Theory
Compilation Pipeline
Source code through 8 stages — text in, executable out
A compiler turns source code into a runnable executable through a pipeline of transformations — lexer → parser → AST → semantic analysis → IR → optimizer → codegen → assembler → linker. Each stage transforms one representation into a more machine-friendly one. Understanding the pipeline is what makes you good at debugging compiler errors, writing fast code, and reading assembly output.
- Stages (typical)Lex, parse, AST build, semantic check, IR gen, optimize, codegen, assemble, link
- Compile time vs run timeCompilation is one-shot; runtime is forever
- AST size~10× source LOC
- IR examplesLLVM IR, GIMPLE/RTL (GCC), bytecode (JVM, .NET)
- Common optimizationsConstant folding, dead code, inlining, loop unrolling, SSA-based passes
- Used inGCC, Clang/LLVM, MSVC, Rust, Go, Swift, JVM, V8
Interactive visualization
Press play, or step through manually. The visualization is yours to drive — try it before reading on.

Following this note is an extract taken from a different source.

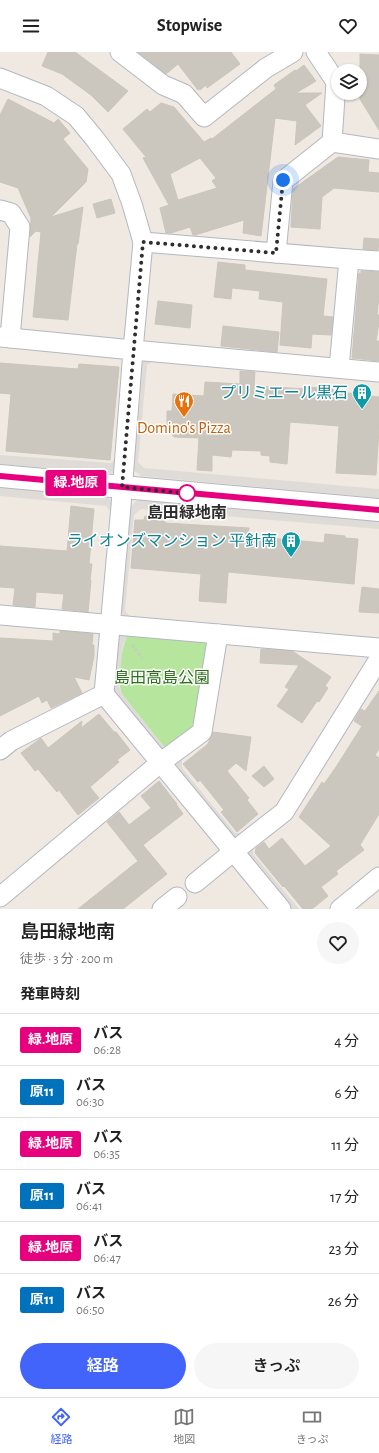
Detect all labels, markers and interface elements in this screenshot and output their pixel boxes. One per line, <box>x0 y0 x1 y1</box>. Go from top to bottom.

Watch the 60-second explainer
A condensed visual walkthrough — narrated, captioned, under a minute.
The pipeline, stage by stage
| Stage | Input | Output | Job |
|---|---|---|---|
| 1. Lexer (scanner, tokenizer) | Source text | Token stream | Group characters into tokens (identifiers, keywords, operators, literals) |
| 2. Parser | Token stream | Concrete syntax tree | Apply grammar rules; check syntactic structure |
| 3. AST builder | Concrete tree | Abstract Syntax Tree | Drop irrelevant syntax (parens, semicolons); keep meaning |
| 4. Semantic analysis | AST | Annotated AST | Type checking, name resolution, scope analysis |
| 5. IR generation | Annotated AST | IR (e.g., LLVM IR) | Lower high-level constructs to low-level operations |
| 6. Optimization | IR | Optimized IR | Constant folding, dead code, inlining, loop transforms, etc. |
| 7. Code generation | Optimized IR | Assembly | Translate IR to target machine instructions |
| 8. Assembler | Assembly | Object file (machine code + relocations) | Encode instructions to bytes |
| 9. Linker | Object files + libraries | Executable | Resolve symbols, finalize addresses |
Modern compilers blur stages — frontends produce IR directly without an explicit assembly intermediate; some optimizations work on AST instead of IR; LTO (link-time optimization) merges files for cross-module optimization. The 9-stage breakdown is conceptual.
Lexing and parsing
Take the source x = a + 42;. The lexer produces:
IDENT("x") EQUALS IDENT("a") PLUS INT(42) SEMI
The parser consumes the token stream and builds a tree per the language grammar:
Assign
├── Target: Identifier("x")
└── Value:
└── BinaryOp("+")
├── Left: Identifier("a")
└── Right: IntLiteral(42)
Lexers are typically finite state machines (regex-based). Parsers are often LL(k) or LR(1) for simple grammars; recursive descent for more complex languages. Modern parser generators (ANTLR, tree-sitter) handle ambiguous grammars and produce useful error messages.
From AST to IR
The AST is high-level — it has functions, classes, control structures. IR is low-level — basic blocks of instructions, branches, register-like SSA values. The "lowering" step does this translation.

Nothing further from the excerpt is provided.